Quoted from:https://scikit-learn.org/stable/modules/clustering.html#birch

The Birch builds a tree called the Clustering Feature Tree (CFT) for the given data. The data is essentially lossy compressed to a set of Clustering Feature nodes (CF Nodes). The CF Nodes have a number of subclusters called Clustering Feature subclusters (CF Subclusters) and these CF Subclusters located in the non-terminal CF Nodes can have CF Nodes as children.

The CF Subclusters hold the necessary information for clustering which prevents the need to hold the entire input data in memory.
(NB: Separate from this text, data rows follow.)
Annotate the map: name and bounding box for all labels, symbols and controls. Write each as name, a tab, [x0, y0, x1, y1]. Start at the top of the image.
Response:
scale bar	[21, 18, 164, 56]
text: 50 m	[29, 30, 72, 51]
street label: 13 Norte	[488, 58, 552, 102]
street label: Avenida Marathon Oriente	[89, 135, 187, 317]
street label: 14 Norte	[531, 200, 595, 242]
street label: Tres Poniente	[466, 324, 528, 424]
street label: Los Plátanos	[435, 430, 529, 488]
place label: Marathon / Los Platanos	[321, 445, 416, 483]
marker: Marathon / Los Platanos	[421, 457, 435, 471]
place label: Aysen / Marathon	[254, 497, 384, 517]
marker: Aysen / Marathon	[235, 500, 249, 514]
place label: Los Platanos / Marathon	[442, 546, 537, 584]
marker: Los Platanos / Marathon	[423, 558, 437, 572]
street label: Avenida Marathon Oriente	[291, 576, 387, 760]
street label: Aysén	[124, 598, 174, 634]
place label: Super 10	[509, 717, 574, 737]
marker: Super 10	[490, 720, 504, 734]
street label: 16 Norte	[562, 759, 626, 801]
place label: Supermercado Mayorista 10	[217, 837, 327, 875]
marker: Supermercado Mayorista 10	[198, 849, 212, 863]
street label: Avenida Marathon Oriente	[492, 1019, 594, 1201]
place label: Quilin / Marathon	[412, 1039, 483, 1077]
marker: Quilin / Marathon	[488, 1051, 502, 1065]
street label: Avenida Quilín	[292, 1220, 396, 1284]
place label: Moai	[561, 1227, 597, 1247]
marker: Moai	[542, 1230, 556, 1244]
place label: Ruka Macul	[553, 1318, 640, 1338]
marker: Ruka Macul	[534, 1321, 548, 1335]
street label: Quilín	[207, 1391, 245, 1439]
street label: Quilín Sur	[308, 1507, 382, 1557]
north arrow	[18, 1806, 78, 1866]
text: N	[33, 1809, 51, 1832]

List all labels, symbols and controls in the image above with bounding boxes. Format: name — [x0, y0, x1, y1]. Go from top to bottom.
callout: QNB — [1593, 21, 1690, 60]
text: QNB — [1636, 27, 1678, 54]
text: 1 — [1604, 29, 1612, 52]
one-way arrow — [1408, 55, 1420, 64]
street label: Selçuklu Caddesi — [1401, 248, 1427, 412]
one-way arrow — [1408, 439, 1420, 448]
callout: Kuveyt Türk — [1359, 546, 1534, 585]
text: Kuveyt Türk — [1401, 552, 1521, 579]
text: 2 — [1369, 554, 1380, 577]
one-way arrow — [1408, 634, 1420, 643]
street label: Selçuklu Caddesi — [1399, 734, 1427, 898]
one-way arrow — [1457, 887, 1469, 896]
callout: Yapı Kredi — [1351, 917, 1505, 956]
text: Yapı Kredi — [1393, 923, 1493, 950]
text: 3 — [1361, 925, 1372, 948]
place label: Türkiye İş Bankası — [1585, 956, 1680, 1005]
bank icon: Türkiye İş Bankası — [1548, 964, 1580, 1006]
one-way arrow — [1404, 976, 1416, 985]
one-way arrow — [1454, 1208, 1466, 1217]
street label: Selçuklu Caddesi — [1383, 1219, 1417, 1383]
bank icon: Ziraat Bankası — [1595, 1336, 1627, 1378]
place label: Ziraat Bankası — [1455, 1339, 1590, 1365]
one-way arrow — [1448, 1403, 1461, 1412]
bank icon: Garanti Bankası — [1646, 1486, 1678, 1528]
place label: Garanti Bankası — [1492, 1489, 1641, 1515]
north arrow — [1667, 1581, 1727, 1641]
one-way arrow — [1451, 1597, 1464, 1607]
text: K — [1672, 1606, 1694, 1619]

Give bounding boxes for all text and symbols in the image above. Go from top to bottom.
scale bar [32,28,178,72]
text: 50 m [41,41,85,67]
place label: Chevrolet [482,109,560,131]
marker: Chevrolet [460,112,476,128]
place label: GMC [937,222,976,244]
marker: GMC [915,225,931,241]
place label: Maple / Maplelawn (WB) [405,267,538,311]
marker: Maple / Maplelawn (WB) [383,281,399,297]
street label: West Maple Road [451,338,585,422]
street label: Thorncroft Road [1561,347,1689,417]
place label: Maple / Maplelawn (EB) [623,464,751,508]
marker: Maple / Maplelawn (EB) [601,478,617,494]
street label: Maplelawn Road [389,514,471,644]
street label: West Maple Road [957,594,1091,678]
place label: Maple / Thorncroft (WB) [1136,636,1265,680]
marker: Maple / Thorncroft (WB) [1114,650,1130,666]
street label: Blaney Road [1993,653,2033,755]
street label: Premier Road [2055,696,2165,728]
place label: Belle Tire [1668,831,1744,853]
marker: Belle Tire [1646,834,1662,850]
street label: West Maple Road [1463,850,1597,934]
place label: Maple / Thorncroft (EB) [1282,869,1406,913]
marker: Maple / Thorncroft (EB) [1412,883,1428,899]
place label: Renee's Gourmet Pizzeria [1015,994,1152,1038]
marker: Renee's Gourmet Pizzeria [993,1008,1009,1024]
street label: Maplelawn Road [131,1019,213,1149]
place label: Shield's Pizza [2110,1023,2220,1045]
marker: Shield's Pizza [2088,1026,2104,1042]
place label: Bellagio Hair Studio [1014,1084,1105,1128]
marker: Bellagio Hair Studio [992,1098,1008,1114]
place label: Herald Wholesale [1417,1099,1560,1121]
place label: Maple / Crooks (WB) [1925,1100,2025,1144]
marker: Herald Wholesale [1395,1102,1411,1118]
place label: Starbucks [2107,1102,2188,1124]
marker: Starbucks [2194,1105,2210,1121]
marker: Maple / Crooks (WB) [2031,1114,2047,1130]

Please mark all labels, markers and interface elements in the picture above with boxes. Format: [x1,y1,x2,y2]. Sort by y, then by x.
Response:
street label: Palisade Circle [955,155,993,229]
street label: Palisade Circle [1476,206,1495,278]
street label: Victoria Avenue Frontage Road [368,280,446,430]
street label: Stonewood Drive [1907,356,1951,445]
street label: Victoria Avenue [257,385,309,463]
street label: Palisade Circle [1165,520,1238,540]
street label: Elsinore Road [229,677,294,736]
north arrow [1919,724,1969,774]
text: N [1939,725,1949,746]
This information includes:

1. Number of samples in a subcluster.
2. Linear Sum - An n-dimensional vector holding the sum of all samples
3. Squared Sum - Sum of the squared L2 norm of all samples.
4. Centroids - To avoid recalculation linear sum / n_samples.
5. Squared norm of the centroids.

The Birch algorithm has two parameters, the threshold and the branching factor. The branching factor limits the number of subclusters in a node and the threshold limits the distance between the entering sample and the existing subclusters.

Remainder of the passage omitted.